Leishmaniasis--a disease caused by microscopic parasites, like malaria, and transmitted by sand flies--results in painful skin sores and in its most vicious form causes at least 500,000 deaths worldwide every year. Endemic to northeastern Africa, it also afflicts South and Central America as well as the Middle East; as many as 650 U.S. soldiers experienced it during the first year of the invasion of Iraq. The lethal form--visceral leishmaniasis, also known as kala azar, or black fever in the Hindi language of India, where the disease was first discovered by British doctors--is particularly prevalent in Sudan, and some authorities have claimed it originated there.

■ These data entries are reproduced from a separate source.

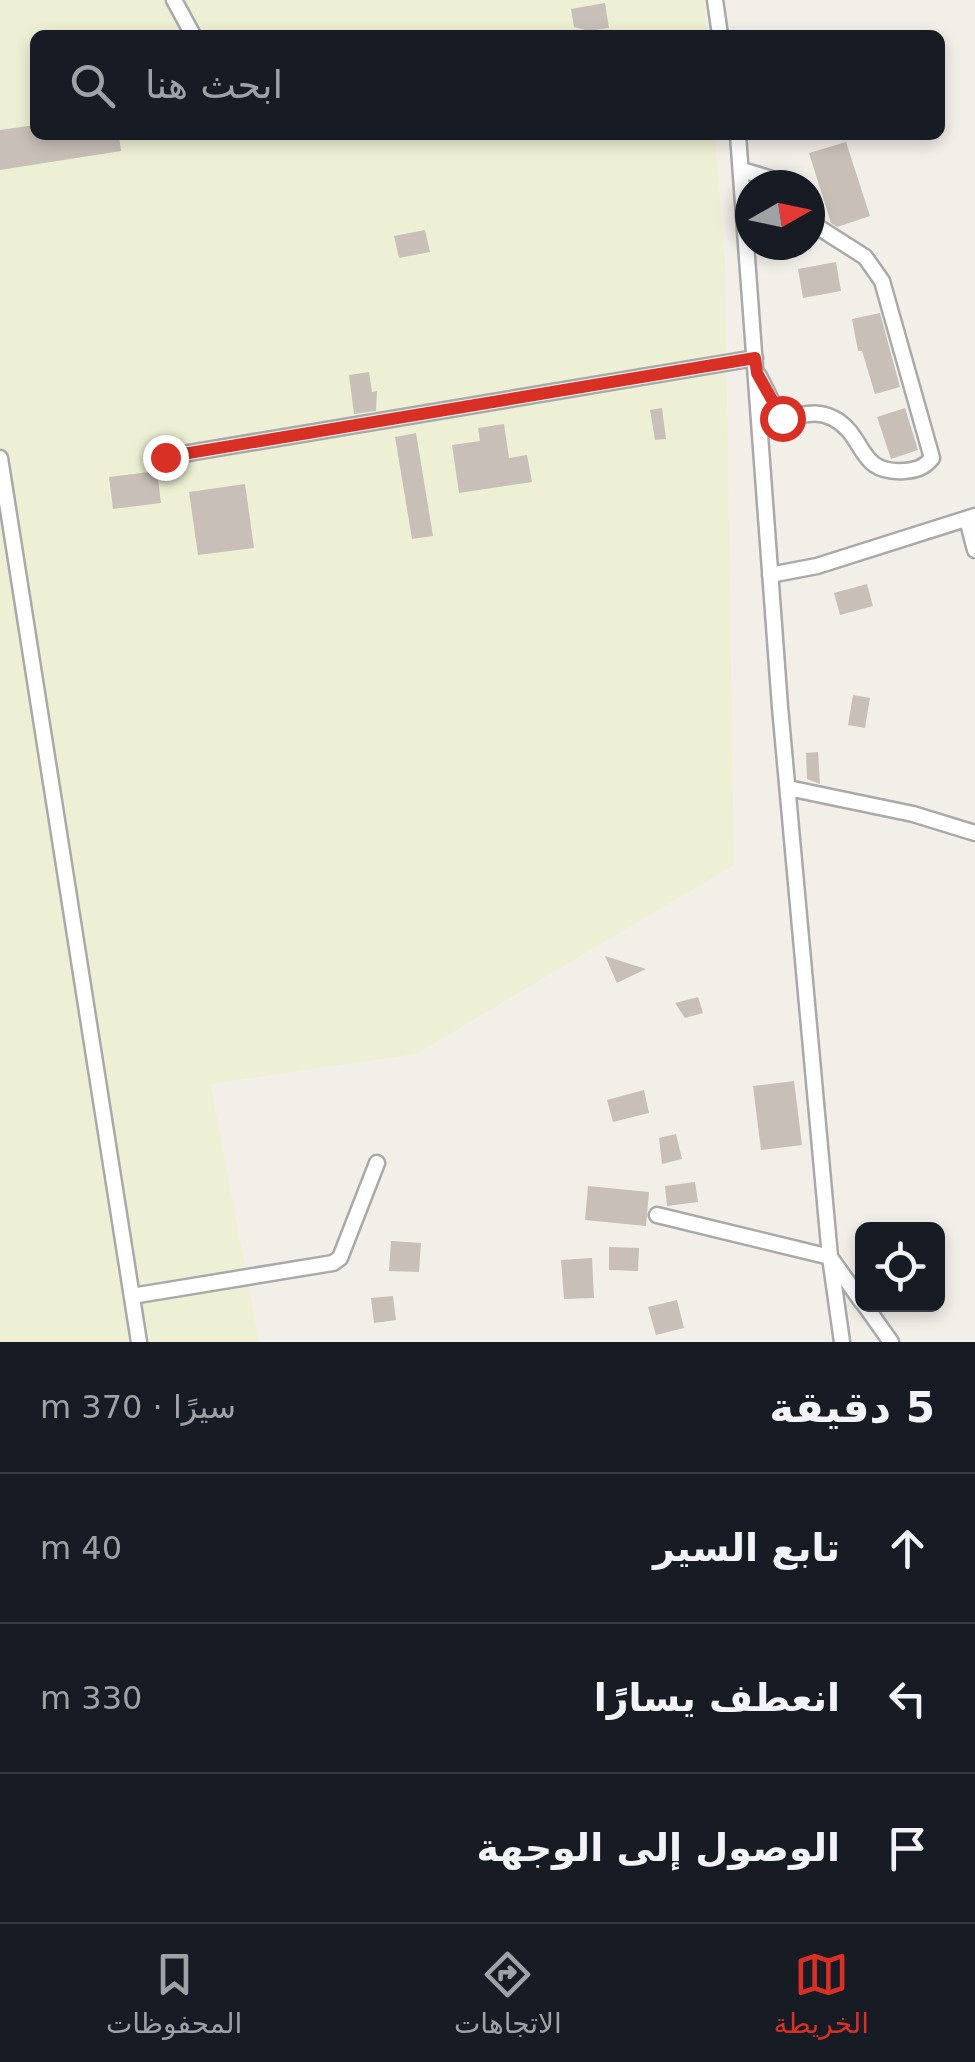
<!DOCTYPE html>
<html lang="ar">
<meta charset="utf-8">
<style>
:root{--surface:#171b24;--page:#20242c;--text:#f1f3f6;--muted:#9ea1a6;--line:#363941;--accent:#d93025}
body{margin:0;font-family:"DejaVu Sans","Noto Naskh Arabic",sans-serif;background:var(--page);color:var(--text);direction:rtl}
.controls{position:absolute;right:30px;bottom:30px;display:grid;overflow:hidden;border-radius:15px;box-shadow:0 5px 15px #0003}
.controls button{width:90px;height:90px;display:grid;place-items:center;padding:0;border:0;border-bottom:2px solid var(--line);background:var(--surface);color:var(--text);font:50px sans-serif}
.compass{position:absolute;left:735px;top:170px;width:90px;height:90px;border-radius:50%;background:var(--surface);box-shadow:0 5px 15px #0003;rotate:81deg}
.stop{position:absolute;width:30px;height:30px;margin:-22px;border:8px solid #d93025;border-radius:50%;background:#fff}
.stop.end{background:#d93025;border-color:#fff;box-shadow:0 2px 10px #0008}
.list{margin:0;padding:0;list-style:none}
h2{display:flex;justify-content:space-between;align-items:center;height:130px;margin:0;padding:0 40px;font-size:42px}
h2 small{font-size:32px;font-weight:400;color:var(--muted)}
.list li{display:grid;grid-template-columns:65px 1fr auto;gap:30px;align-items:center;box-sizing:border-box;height:150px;padding:0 40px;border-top:2px solid var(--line)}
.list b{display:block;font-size:38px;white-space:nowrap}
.list em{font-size:32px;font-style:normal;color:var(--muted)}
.icon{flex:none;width:55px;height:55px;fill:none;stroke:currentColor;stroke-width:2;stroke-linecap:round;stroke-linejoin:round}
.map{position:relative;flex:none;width:975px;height:1342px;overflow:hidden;direction:ltr}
.search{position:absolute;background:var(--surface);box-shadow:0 5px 15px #0003;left:30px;right:30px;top:30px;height:110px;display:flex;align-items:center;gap:25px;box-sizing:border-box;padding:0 35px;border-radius:15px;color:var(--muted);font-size:38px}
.sheet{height:580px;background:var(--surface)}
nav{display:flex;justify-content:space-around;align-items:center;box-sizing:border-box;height:140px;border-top:2px solid var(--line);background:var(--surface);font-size:28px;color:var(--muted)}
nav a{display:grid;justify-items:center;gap:5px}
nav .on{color:var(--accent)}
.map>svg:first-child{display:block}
.farmland{fill:#eef0d5}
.building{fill:#c7bfb8}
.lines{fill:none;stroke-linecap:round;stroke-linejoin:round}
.minor-casing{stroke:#a9a9a9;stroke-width:19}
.minor{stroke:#fff;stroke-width:14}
.route{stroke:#d93025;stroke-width:12}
</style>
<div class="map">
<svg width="975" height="1342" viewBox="0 0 975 1342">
<rect width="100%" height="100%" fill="#f2efe9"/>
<path class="farmland" d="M 0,0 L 704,0 L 707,35 L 35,35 L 35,135 L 715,135 L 725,259 L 734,865 L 416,1054 L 211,1084 L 259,1342 L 0,1342 Z"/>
<path class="building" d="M 605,3 L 609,28 L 589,31 L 574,27 L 571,9 Z
M 35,125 L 35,135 L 119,135 L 121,151 L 0,170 L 0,130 Z
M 846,142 L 870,216 L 837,227 L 831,223 L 809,153 Z
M 425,230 L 430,252 L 399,258 L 394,236 Z
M 836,262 L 841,291 L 803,298 L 798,269 Z
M 880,313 L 900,387 L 875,394 L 862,351 L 858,351 L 852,319 Z
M 369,372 L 372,392 L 377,391 L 376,411 L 354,414 L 349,375 Z
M 662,408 L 666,439 L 655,440 L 650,410 Z
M 905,408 L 918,450 L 891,459 L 877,417 Z
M 504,424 L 509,458 L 527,455 L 532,482 L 459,493 L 452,445 L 480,441 L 478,428 Z
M 416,433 L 433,536 L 412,539 L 395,437 Z
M 157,471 L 161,503 L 113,509 L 109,477 Z
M 245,484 L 254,548 L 198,555 L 189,492 Z
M 867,584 L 873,606 L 840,615 L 834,593 Z
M 853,695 L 870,698 L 865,728 L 848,725 Z
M 818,752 L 820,784 L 807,779 L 806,753 Z
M 605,956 L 646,969 L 617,983 Z
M 698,997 L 703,1013 L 685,1018 L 675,1003 Z
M 794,1081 L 802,1145 L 761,1150 L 753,1086 Z
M 644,1090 L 649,1113 L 613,1122 L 607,1100 Z
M 676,1134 L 682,1159 L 662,1164 L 659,1138 Z
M 695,1182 L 698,1202 L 667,1206 L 665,1186 Z
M 588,1186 L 649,1192 L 646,1226 L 585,1220 Z
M 391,1241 L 421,1243 L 419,1272 L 389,1271 Z
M 609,1247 L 639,1248 L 638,1271 L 609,1270 Z
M 592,1258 L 594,1298 L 564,1299 L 561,1260 Z
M 393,1296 L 396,1320 L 374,1323 L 371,1298 Z
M 677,1300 L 684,1328 L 656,1335 L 648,1307 Z"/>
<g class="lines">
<defs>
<path id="minor" d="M 174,0 L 193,35
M 715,0 L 720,35
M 738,135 L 780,707 L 830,1257 L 842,1342
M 742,170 L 769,178 L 777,185
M 759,376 L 779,416 C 798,420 810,407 833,418 C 867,436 856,474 904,471 C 916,470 924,468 932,458 L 882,281 L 865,257 L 810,222
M 165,457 L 755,358
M 0,458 L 139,1342
M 967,519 L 975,550
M 770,575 L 817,566 L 975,516
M 788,788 L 913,814 L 975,833
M 657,1215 L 830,1257 L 862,1302
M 132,1296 L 333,1263 L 340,1258 L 377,1163
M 864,1304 L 891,1342"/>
</defs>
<use href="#minor" class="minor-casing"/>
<use href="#minor" class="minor"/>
</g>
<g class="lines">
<path class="route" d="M 165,457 L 755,358 L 757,373 L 782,418"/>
</g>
</svg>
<div class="controls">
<button><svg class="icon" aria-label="locate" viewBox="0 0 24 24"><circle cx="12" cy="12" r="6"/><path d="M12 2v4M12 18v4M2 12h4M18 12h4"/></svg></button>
</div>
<svg class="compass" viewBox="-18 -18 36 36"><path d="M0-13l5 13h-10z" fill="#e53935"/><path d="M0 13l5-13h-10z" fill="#9ea1a6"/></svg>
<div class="stop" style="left:782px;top:418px"></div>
<div class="stop end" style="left:165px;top:457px"></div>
<div class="search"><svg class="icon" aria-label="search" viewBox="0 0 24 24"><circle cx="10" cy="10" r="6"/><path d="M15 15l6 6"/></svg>ابحث هنا</div>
</div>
<section class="sheet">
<h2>5 دقيقة<small>سيرًا · 370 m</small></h2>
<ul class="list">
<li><svg class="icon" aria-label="ahead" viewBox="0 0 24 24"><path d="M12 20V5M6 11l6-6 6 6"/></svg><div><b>تابع السير</b></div><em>40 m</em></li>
<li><svg class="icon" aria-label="left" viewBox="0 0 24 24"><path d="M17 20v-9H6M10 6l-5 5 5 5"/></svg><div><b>انعطف يسارًا</b></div><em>330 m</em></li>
<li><svg class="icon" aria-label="arrive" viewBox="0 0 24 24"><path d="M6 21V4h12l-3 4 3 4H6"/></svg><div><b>الوصول إلى الوجهة</b></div></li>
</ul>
</section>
<nav>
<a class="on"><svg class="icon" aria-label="map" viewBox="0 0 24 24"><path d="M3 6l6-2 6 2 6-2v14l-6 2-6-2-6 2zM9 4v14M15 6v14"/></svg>الخريطة</a>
<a><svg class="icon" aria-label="directions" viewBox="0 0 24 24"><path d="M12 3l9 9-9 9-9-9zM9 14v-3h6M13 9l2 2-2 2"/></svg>الاتجاهات</a>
<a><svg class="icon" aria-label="saved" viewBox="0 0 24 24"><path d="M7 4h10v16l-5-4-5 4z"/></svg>المحفوظات</a>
</nav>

Albert Zink of Ludwig-Maximilians University in Munich and his colleagues tested the DNA of bone samples from 91 ancient Egyptian mummies and 70 from old Nubia--modern Sudan--to determine if they had suffered from leishmaniasis. In nine of the 70 Nubian mummies--taken from graves stretching as far back as A.D. 550--mitochondrial DNA of the parasite was discovered, proving the disease was endemic at least that far back. It likely has even more ancient roots; four of the Egyptian mummies carried the parasite's DNA, each dating from the Middle Kingdom period of 2050 to 1650 B.C. when trade ties with Nubia were strongest. Egyptian mummies from prior and later periods showed no sign of the disease, according to the research in the October issue of Emerging Infectious Diseases. "In this study, we haven't found evidence for Leishmania DNA in the samples from the New Kingdom to the Late Period, which are 500 to 1,000 years younger than those from the Middle Kingdom," Zink notes. "Therefore, we think that the presence of leishmaniasis is more due to the close cultural contacts of the Egyptians and the Nubians."
In addition to highlighting the old cultural ties between Egypt and Nubia, it also adds further weight to the theory that visceral leishmaniasis first developed in the region now known as Sudan. And the technique has been applied to other diseases, such as tuberculosis and malaria, to trace their development. "We can contribute to a better understanding of pathogen evolution and, thereby, to a more efficient treatment and control of infectious diseases," Zink says. The pathogens that proved a curse to ancient mummies may yet provide a cure for ancient scourges that still plague humanity.